DynamiCare verse directement les récompenses sur une carte de débit, dont l’usage est strictement suivi et restreint ; les utilisateurs ne peuvent par exemple pas l’utiliser dans des bars, des magasins d’alcool ou encore des casinos. Selon l’entreprise, il est possible de gagner jusqu’à 100 $ par mois. Pour les utilisateurs, le coût est de 20 à 50 $ par semaine selon la formule choisie — la plus onéreuse incluant un coaching familial.

L’application surveille de près les comportements de ses utilisateurs, notamment leur assiduité aux réunions de soutien ou aux rendez-vous en centre de réadaptation. L’application permet également de réaliser un autodiagnostic (alcootest ou test de dépistage de drogues), à l’aide d’un dispositif qui se connecte à l’application par Bluetooth. En cas de manquement aux obligations (rendez-vous ou dépistage), un conseiller est immédiatement alerté et contacte l’utilisateur. En revanche, si la personne reste sur le droit chemin, elle perçoit régulièrement une petite somme d’argent (5 $).

À noter qu’une loi fédérale datant des années 1970, destinée à prévenir la fraude, interdit aux prestataires de soins de santé de payer ou de recevoir des pots-de-vin, des rabais ou d’autres formes de paiement pour encourager les traitements couverts par le gouvernement. L’approche de DynamiCare était donc compromise. Mais étant donné l’efficacité de l’application et les sommes engagées, le Bureau de l’inspecteur général du ministère américain de la Santé et des services sociaux a déclaré qu’elle n’enfreignait pas la loi.

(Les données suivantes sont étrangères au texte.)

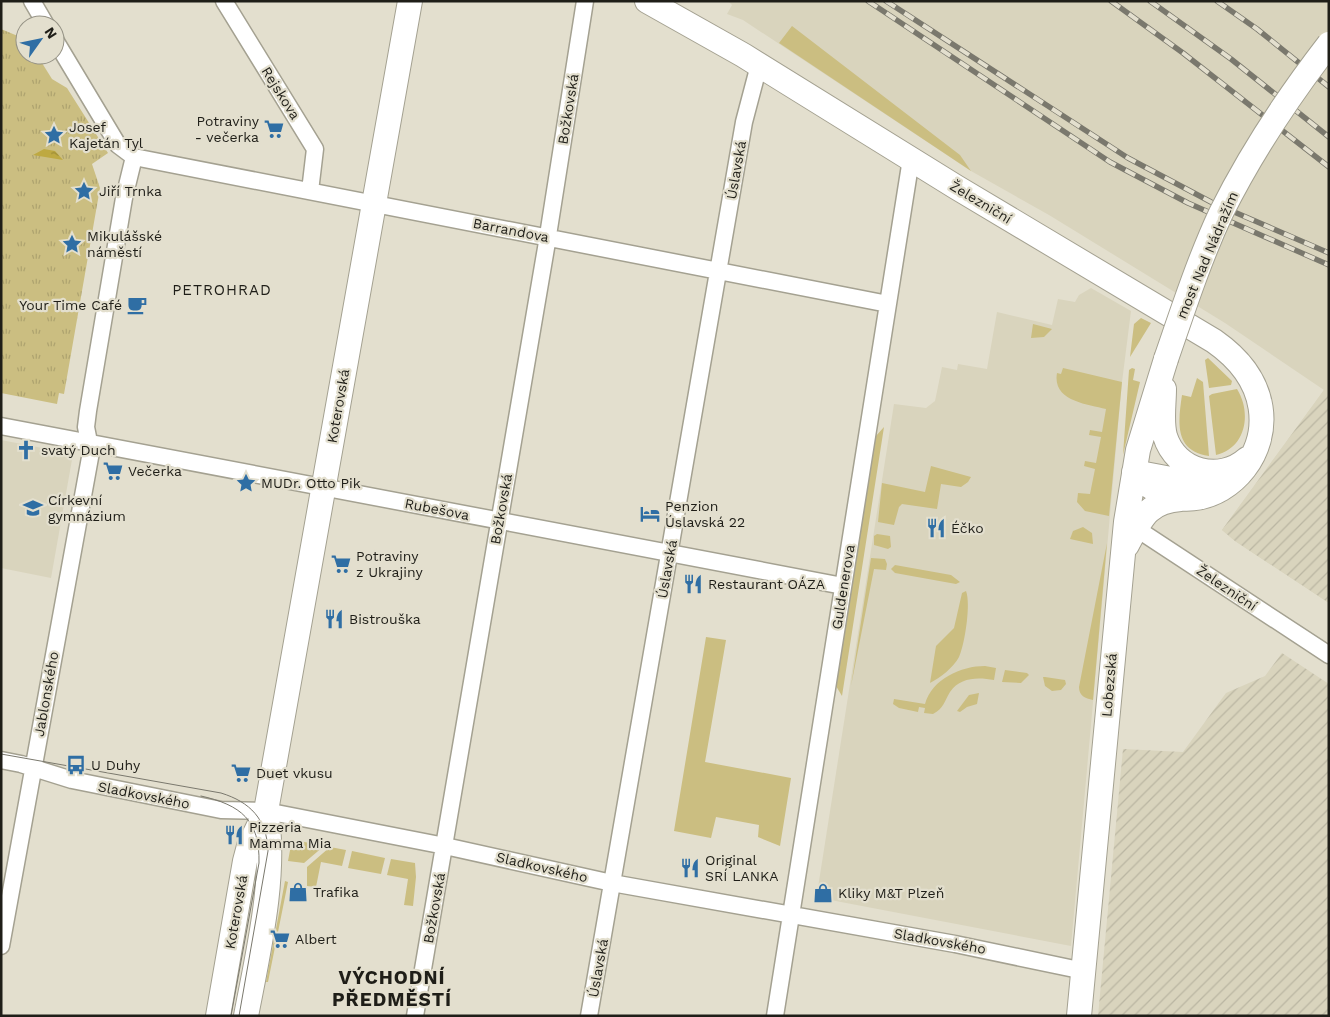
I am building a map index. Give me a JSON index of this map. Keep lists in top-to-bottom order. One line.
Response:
{"streets":{"main road":["Železniční","most Nad Nádražím","Koterovská","Lobezská"],"street":["Rejskova","Božkovská","Úslavská","Barrandova","Rubešova","Guldenerova","Jablonského","Sladkovského"]},"crossings":[["Rejskova","Barrandova"],["Božkovská","Barrandova"],["Božkovská","Rubešova"],["Božkovská","Sladkovského"],["Úslavská","Železniční"],["Úslavská","Barrandova"],["Úslavská","Rubešova"],["Úslavská","Sladkovského"],["Železniční","Guldenerova"],["Železniční","Lobezská"],["Barrandova","Koterovská"],["Barrandova","Guldenerova"],["most Nad Nádražím","Lobezská"],["Koterovská","Rubešova"],["Koterovská","Sladkovského"],["Rubešova","Guldenerova"],["Rubešova","Jablonského"],["Guldenerova","Sladkovského"],["Lobezská","Sladkovského"],["Jablonského","Sladkovského"]],"districts":["PETROHRAD","VÝCHODNÍ PŘEDMĚSTÍ"],"places":{"supermarket":["Potraviny - večerka","Večerka","Potraviny z Ukrajiny","Duet vkusu","Albert"],"place":["Josef Kajetán Tyl","Jiří Trnka","Mikulášské náměstí","MUDr. Otto Pik"],"cafe":["Your Time Café"],"church":["svatý Duch"],"school or university":["Církevní gymnázium"],"hotel":["Penzion Úslavská 22"],"restaurant":["Éčko","Restaurant OÁZA","Bistrouška","Pizzeria Mamma Mia","Original SRÍ LANKA"],"bus stop":["U Duhy"],"shop":["Trafika","Kliky M&T Plzeň"]},"north":"top right"}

Une approche efficace et moins stigmatisante

Cet outil de thérapie numérique a fait l’objet de plusieurs études publiées et a déjà intégré des dizaines de programmes pilotes. Les résultats étaient chaque fois positifs, quel que soit l’objet de l’addiction (opioïdes, stimulants, alcool ou tabac). Une étude publiée l’an dernier dans the Journal of Substance Abuse Treatment a examiné la faisabilité, l’engagement (soit la durée et la cohérence de l’utilisation de l’application) et l’impact sur la participation au traitement habituel de l’intégration de cette thérapie dans le cadre d’un programme communautaire de traitement.

Dans cette étude, la moitié d’un groupe de 61 patients souffrant de troubles liés à la consommation d’alcool a été invité à utiliser l’application DynamiCare en plus du traitement habituel, pendant une période de 90 jours. Dans l’ensemble, deux tiers des patients assignés à l’application l’ont utilisée pendant au moins 57 jours et avec des taux élevés de conformité aux autodiagnostics. Les utilisateurs de l’application étaient en outre plus susceptibles que les autres (24% contre 3%) d’être maintenus dans le programme de soin habituel à l’issue des 90 jours, ce qui suggère que cet outil est potentiellement bénéfique en tant que complément aux programmes de soutien standards.

De par sa propre expérience, Richard Kostigen souligne par ailleurs que la possibilité d’effectuer des autotests est beaucoup plus agréable que de réaliser un dépistage en centre de soins. « C’est très différent, et vous commencez à vous sentir normal. Vous ne ressentez plus cette honte, cette stigmatisation », explique-t-il.

Alors que l’addiction aux opioïdes fait rage aux États-Unis — où ces médicaments sont largement utilisés pour traiter la douleur chronique —, ce type d’approche pourrait réellement sauver des vies. L’Organisation mondiale de la santé précise que plus de 70% des 500 000 décès attribuables à la consommation de drogues sont liés aux opioïdes. Et le nombre de décès consécutifs à la surdose d’opioïdes a malheureusement subi une augmentation importante au cours de la pandémie de COVID-19.